--- Work instructions ---
Whenever a line in the records below holds the string "from", copy it out.

--- Material shown ---

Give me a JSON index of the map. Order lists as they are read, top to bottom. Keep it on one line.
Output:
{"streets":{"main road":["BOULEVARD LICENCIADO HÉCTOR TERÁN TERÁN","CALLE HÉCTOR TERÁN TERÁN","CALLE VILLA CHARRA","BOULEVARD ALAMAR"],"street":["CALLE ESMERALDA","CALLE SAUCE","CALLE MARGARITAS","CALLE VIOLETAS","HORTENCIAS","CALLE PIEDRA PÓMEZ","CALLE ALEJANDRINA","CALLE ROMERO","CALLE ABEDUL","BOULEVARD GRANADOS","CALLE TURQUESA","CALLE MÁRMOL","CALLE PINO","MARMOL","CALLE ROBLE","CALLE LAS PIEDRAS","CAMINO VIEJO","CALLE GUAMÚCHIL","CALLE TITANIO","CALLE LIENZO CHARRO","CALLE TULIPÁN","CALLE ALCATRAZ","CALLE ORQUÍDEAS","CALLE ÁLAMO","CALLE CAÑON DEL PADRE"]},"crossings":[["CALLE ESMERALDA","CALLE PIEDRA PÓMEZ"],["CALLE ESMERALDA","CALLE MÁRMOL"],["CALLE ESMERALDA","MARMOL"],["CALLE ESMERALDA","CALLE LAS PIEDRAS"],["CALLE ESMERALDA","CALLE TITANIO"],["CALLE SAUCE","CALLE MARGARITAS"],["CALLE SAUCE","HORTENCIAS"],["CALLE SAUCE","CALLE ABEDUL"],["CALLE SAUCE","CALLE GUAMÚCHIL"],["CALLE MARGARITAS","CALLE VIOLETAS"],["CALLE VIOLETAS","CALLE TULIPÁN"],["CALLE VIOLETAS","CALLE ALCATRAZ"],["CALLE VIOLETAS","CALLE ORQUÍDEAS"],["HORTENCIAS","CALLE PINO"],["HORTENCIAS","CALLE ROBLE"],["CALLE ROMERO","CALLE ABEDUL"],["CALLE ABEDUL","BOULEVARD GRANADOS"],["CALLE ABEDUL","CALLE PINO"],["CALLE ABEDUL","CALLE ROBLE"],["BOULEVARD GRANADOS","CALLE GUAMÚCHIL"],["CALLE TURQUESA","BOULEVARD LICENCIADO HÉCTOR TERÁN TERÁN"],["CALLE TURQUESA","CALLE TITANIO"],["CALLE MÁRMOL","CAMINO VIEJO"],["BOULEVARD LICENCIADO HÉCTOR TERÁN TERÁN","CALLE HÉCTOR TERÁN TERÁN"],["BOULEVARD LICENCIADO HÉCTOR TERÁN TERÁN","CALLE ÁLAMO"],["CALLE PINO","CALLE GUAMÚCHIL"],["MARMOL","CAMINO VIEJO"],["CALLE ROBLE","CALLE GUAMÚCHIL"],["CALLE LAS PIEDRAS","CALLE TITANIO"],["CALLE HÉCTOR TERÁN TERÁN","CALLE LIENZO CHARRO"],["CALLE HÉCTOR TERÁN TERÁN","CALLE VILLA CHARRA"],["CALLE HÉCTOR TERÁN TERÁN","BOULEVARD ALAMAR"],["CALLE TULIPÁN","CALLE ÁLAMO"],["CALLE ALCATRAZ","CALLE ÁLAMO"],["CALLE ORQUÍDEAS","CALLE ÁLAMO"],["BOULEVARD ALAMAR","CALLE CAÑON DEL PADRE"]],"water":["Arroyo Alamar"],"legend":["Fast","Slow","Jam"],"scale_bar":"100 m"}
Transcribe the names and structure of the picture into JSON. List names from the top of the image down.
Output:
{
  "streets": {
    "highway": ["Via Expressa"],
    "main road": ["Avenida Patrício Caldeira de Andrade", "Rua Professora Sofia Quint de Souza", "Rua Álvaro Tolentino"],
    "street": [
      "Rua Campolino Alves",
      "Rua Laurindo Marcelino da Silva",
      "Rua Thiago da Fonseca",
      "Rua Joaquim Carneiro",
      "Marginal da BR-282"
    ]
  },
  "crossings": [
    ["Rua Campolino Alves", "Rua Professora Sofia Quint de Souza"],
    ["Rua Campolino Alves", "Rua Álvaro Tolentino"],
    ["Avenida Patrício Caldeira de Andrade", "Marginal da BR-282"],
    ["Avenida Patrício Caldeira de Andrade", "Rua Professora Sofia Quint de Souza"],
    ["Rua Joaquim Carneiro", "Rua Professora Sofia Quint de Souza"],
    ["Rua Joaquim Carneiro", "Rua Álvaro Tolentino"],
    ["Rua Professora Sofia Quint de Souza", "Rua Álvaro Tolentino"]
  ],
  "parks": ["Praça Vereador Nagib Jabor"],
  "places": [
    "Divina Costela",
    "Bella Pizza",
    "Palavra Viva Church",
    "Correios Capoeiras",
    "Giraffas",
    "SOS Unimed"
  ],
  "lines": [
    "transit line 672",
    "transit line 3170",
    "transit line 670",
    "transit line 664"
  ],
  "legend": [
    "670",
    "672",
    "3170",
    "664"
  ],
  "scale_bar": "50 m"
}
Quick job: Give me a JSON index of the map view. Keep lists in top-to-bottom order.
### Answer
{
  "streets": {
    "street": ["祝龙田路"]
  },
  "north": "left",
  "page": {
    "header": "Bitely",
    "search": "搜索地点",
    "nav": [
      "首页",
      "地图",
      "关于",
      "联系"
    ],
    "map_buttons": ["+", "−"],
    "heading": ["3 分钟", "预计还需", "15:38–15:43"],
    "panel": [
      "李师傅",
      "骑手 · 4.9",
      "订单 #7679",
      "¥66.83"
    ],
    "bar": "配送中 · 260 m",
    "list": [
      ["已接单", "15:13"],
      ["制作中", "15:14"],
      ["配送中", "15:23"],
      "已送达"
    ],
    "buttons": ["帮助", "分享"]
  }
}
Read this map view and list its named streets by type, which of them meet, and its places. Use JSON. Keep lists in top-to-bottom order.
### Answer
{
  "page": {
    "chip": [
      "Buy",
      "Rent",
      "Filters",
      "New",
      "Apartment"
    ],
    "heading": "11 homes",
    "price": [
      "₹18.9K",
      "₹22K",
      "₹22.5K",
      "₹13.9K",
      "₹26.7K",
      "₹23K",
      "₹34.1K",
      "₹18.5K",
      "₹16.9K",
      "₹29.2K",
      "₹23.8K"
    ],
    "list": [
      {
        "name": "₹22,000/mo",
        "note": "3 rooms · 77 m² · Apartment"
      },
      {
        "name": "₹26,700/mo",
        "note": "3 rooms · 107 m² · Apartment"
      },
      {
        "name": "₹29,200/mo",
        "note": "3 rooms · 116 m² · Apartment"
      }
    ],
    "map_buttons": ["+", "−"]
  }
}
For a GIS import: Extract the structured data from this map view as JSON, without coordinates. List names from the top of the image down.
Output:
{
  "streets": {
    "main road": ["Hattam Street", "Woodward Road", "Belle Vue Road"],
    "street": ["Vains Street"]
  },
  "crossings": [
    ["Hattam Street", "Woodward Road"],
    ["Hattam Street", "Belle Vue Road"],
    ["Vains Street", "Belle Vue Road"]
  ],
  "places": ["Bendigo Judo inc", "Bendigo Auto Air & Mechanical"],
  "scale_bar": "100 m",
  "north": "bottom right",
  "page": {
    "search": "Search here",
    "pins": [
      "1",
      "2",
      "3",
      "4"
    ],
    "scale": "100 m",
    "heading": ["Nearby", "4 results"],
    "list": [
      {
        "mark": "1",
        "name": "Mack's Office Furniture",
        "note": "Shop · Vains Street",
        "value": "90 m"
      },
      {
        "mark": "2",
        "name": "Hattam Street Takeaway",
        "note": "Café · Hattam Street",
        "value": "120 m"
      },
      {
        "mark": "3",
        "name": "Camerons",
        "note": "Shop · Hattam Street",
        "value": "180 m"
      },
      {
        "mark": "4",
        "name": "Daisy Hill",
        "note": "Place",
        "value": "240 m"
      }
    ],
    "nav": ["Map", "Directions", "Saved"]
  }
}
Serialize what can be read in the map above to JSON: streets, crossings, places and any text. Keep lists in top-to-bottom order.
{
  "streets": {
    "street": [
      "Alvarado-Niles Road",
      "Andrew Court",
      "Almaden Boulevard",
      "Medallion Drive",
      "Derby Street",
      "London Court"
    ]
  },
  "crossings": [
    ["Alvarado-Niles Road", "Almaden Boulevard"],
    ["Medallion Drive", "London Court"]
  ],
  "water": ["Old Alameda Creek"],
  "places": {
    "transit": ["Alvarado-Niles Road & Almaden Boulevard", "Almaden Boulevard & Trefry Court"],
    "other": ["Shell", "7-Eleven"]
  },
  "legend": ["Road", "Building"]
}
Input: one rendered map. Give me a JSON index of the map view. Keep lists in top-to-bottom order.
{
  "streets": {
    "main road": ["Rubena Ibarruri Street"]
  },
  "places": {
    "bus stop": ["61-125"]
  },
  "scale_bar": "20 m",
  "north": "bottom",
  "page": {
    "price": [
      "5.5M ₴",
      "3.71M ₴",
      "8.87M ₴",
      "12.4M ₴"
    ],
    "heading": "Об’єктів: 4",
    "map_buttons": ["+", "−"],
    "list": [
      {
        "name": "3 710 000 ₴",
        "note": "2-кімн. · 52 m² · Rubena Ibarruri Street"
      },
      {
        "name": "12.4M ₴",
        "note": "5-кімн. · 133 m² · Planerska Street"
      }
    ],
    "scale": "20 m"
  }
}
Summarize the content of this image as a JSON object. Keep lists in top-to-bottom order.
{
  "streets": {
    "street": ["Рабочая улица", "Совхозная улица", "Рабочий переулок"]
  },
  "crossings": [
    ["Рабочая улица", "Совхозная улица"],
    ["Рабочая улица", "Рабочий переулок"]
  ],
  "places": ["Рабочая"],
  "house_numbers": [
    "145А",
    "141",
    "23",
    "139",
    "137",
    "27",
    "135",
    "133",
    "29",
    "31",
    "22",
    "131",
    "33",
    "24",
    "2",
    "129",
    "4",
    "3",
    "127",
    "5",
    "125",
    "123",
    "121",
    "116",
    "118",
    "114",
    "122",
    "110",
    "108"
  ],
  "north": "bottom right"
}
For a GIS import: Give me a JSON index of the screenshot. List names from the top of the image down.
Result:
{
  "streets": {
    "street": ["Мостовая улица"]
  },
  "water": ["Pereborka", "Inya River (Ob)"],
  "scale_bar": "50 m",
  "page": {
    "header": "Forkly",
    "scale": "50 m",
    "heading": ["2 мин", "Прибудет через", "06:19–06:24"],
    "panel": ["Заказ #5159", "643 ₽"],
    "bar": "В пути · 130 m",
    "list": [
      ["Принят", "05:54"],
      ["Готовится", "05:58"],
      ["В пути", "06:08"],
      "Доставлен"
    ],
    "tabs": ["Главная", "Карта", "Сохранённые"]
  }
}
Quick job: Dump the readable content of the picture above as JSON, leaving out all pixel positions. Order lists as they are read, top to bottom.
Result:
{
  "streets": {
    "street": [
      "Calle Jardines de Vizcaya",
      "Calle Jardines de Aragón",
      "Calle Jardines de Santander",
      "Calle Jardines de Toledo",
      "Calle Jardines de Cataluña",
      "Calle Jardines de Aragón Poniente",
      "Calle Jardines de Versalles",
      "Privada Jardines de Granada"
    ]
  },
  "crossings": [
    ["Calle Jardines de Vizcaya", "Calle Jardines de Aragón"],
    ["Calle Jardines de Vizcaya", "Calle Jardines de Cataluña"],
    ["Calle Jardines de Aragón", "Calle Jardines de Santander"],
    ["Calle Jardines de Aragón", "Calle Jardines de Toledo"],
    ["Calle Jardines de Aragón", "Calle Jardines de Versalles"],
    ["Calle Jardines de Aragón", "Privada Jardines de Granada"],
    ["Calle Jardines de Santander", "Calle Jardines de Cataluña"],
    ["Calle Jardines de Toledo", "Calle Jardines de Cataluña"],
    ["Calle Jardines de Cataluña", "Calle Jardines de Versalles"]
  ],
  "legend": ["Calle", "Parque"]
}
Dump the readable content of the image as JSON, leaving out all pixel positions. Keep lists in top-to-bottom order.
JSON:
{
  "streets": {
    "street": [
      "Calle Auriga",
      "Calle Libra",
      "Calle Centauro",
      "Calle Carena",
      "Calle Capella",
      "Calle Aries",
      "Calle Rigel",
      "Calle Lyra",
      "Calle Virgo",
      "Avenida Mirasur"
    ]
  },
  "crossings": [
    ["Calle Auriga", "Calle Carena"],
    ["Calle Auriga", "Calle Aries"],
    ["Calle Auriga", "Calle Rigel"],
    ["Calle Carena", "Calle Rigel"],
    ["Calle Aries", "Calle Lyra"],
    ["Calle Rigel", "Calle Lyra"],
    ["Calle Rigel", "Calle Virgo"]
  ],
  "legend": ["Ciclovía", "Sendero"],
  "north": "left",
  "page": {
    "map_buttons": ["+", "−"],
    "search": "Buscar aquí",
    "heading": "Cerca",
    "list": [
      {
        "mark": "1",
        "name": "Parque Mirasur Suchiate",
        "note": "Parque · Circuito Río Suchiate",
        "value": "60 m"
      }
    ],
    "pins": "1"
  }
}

--- Written answer ---
Transcribe the names and structure of the picture into JSON. List names from the top of the image down.
For a GIS import: Extract the structured data from this map view as JSON, without coordinates. List names from the top of the image down.
For a GIS import: Give me a JSON index of the screenshot. List names from the top of the image down.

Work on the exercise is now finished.